Toktam Kazemeini et al (2013). Mindfulness Based Cognitive Group Therapy vs Cognitive Behavioral Group Therapy as a Treatment for Driving Anger and Aggression in Iranian Taxi Drivers. Psychology. DOI: 10.4236/psych.2013.48091
Mindfulness and paranoia
It’s a vicious circle. Feelings of paranoia in someone prone to depression can make them feel less socially accepted, which in turn can make them feel more suspicious about other people’s motives and opinions. Researchers in the Netherlands, Belgium and the UK wanted to know whether mindfulness-based cognitive therapy (MBCT) could interrupt this downward emotional spiral by nipping feelings of paranoia in the bud.
They used data from a study of MBCT for depression in adults who had experienced at least one episode of major depressive disorder. The volunteers were randomly assigned either to an eight-week course of MBCT or a waiting list for the therapy. Treatment sessions included guided meditation, exercises and discussion, plus daily homework.
Subjects filled out psychological assessment forms before and after the treatment period, but unlike the study into driving anger described above, the researchers were able to monitor their state of mind continually as they went about their daily lives. They wore digital watches programmed to “beep” at unpredictable moments spread throughout the day, which was the signal to stop and fill out a form rating how they were feeling, their thoughts, and the context.

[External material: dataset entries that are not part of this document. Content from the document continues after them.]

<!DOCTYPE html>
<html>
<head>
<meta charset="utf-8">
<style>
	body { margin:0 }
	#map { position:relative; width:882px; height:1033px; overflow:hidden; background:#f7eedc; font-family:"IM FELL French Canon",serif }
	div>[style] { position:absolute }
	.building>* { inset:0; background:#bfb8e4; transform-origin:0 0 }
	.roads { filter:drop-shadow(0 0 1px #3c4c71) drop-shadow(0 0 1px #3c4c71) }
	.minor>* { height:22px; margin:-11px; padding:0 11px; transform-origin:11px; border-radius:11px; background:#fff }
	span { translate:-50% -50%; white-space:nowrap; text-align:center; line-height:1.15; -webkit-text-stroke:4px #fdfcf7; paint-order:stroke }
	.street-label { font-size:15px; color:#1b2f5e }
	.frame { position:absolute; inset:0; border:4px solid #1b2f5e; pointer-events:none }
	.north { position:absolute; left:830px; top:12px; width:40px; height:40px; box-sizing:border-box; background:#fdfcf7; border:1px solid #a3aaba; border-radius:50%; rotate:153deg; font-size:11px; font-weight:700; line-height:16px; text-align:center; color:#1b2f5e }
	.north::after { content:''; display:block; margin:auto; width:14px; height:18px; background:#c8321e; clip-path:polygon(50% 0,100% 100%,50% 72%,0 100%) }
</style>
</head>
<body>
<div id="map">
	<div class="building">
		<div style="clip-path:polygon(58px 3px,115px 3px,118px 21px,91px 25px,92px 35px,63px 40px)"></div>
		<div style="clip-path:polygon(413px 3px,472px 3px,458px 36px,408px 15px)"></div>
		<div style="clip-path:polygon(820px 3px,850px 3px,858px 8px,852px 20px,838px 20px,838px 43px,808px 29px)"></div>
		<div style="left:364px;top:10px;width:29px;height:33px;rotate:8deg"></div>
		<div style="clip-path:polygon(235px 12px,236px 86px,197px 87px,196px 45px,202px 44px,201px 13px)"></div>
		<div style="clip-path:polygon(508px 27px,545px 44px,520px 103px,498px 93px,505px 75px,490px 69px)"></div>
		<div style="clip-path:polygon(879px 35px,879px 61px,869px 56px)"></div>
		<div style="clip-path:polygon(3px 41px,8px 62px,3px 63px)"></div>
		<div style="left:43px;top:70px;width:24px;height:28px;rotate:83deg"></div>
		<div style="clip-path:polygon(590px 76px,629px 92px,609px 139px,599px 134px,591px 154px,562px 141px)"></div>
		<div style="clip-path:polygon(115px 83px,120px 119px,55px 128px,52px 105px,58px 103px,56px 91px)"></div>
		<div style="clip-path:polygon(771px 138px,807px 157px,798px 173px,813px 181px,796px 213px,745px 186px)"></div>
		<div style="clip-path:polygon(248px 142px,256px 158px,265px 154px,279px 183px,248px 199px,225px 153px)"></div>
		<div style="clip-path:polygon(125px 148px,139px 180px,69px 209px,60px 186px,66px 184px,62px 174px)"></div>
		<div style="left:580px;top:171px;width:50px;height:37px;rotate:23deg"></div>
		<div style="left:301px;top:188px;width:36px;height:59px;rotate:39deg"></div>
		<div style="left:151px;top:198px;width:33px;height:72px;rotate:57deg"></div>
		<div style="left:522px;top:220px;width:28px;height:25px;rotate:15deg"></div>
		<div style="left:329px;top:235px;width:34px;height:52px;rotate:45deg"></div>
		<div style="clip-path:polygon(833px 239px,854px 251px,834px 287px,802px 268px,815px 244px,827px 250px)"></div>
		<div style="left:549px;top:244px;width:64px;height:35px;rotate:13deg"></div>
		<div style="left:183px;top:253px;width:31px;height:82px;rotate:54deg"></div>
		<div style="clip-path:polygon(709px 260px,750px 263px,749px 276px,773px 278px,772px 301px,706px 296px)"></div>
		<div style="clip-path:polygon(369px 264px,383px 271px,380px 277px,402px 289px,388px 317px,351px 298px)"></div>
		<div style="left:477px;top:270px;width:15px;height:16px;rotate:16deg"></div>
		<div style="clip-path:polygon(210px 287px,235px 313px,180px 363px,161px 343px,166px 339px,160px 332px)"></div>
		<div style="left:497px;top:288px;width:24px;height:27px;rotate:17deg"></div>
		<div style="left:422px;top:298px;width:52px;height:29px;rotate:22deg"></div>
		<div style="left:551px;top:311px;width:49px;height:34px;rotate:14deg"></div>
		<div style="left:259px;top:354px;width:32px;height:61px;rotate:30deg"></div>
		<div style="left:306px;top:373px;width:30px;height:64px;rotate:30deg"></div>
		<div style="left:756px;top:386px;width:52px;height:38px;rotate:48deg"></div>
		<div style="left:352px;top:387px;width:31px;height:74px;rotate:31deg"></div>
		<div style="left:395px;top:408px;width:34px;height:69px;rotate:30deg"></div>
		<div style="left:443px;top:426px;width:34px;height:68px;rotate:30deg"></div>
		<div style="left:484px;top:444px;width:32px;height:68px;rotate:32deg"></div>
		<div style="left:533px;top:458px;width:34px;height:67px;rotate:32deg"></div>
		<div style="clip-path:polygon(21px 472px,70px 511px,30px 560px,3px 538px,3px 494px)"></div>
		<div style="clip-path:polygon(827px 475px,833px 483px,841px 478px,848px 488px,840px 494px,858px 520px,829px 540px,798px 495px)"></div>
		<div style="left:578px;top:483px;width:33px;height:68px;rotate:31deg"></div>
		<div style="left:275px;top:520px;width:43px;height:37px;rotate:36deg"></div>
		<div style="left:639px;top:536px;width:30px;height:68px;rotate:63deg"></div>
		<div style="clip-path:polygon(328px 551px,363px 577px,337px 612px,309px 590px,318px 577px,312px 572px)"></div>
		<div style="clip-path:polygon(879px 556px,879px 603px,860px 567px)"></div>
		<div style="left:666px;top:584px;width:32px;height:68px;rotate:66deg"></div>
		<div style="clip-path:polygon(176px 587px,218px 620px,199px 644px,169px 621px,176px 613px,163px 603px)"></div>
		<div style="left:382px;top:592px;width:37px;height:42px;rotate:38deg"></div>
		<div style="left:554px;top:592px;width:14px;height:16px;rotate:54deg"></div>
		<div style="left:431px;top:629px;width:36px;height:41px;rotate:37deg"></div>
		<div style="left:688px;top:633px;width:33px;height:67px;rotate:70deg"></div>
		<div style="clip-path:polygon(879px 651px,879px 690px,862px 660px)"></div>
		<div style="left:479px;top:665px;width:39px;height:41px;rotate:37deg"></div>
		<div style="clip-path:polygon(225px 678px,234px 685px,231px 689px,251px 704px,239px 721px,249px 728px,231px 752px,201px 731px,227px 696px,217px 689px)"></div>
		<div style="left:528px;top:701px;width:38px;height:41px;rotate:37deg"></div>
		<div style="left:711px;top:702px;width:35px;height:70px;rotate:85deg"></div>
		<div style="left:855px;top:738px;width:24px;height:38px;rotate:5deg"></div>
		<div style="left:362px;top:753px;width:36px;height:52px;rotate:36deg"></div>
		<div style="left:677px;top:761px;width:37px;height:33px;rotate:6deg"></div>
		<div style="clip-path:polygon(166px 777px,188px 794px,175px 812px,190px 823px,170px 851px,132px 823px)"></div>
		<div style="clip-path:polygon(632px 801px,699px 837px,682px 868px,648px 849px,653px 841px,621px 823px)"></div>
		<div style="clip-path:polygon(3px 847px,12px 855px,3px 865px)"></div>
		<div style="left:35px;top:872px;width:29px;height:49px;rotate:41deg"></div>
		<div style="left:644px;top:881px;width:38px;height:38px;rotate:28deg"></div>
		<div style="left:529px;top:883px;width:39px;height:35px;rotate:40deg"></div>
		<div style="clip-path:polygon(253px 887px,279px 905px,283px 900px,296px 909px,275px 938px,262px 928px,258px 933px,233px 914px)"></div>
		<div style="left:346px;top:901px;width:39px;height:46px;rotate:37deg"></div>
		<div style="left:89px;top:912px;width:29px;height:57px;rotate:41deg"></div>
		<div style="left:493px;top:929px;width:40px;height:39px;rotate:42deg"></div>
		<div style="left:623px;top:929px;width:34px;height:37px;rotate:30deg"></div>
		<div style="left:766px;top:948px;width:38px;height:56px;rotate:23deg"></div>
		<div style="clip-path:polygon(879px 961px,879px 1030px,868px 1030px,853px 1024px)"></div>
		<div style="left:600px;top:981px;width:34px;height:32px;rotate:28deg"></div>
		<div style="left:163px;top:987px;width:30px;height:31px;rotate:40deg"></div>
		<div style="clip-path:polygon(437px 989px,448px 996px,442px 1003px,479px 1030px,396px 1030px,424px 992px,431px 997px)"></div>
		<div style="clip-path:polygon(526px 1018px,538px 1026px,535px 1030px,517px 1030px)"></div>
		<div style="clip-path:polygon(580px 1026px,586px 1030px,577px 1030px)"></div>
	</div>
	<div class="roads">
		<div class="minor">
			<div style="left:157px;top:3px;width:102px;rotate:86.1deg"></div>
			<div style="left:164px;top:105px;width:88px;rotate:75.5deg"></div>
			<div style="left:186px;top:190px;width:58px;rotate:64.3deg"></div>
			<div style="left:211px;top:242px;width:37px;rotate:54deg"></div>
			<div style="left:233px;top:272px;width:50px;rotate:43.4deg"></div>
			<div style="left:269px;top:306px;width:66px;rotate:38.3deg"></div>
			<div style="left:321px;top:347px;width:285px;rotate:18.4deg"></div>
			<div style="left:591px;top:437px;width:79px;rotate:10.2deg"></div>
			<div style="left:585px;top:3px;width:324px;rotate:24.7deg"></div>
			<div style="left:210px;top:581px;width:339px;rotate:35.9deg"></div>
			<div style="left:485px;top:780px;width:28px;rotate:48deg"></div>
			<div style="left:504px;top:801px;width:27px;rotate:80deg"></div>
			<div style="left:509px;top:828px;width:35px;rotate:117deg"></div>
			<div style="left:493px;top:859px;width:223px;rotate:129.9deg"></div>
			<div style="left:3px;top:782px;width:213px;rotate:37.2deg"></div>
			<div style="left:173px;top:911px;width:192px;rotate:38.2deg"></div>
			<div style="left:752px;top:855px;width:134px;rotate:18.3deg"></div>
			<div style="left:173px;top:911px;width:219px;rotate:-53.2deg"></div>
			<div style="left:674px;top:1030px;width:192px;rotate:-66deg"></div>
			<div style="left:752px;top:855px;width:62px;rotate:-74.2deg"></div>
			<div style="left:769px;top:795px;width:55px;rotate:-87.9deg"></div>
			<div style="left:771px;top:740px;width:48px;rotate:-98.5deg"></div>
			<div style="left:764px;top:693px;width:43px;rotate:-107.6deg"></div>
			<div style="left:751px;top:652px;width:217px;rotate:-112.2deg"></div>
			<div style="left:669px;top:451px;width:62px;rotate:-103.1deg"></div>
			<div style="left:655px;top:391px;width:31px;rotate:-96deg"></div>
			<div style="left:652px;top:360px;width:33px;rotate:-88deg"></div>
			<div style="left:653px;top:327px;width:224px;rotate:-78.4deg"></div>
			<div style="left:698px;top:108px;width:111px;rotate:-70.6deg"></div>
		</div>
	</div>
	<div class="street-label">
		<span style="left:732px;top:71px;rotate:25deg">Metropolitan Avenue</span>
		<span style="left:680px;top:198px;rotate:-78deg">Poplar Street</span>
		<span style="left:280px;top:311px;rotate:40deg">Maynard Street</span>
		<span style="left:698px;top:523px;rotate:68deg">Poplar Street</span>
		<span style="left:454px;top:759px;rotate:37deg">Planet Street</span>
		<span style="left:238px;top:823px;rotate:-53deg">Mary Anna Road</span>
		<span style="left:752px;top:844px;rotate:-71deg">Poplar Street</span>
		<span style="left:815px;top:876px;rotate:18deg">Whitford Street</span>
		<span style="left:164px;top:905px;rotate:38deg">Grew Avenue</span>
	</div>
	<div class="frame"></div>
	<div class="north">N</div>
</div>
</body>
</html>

When it came to crunching the data, the researchers looked at 66 people in the control group and 61 in the MBCT group. They found that paranoia levels were significantly reduced and social acceptance significantly increased in the treatment group, whereas people in the control group felt more paranoid and less socially accepted.
The authors conclude that MBCT may weaken the impact of paranoia by changing the way people deal with intrusive thoughts – making them feel more aware and yet detached from their thoughts, and fostering “self-compassion” (not being so hard on themselves). The results are published in the open access journal PLoS One.
Studies like this one into the effectiveness of mindfulness training often assign some people to a waiting list to act as a control group. There’s always a nagging doubt in my mind about the reliability of results from such experiments because there’s no placebo treatment – the psychological equivalent of a sugar pill in trials of the effectiveness of drugs. Giving an emotionally distressed person something is always going to be more effective than giving them nothing.
In psychological conditions such as depression, care and attention from a professional will tend to make people feel better about themselves. Simply leaving them to get on with their lives or continue with their existing treatment isn’t a very fair comparison. The alternative is to pit the experimental therapy against a more established treatment such as cognitive behavioural therapy (CBT), which is what the Iranian researchers did in the angry taxi driver experiment.
I’m going to cheat here and refer you to my existing post about a fascinating study published early this month in the journal PNAS. This research suggested that mindfulness training might curb craving for cigarettes and reduce smoking – without the smoker even being aware they were cutting down. As I pointed out in my post, trying to give up something just makes you yearn for that thing even more. It’s constantly on your mind. The alternative is to surrender to your craving for cigarettes, cupcakes or candy, temporarily satisfying the hunger. But pleasurable things are habit-forming – or, worse still, addictive in the case of nicotine. Is there a mindful middle way? I really hope so.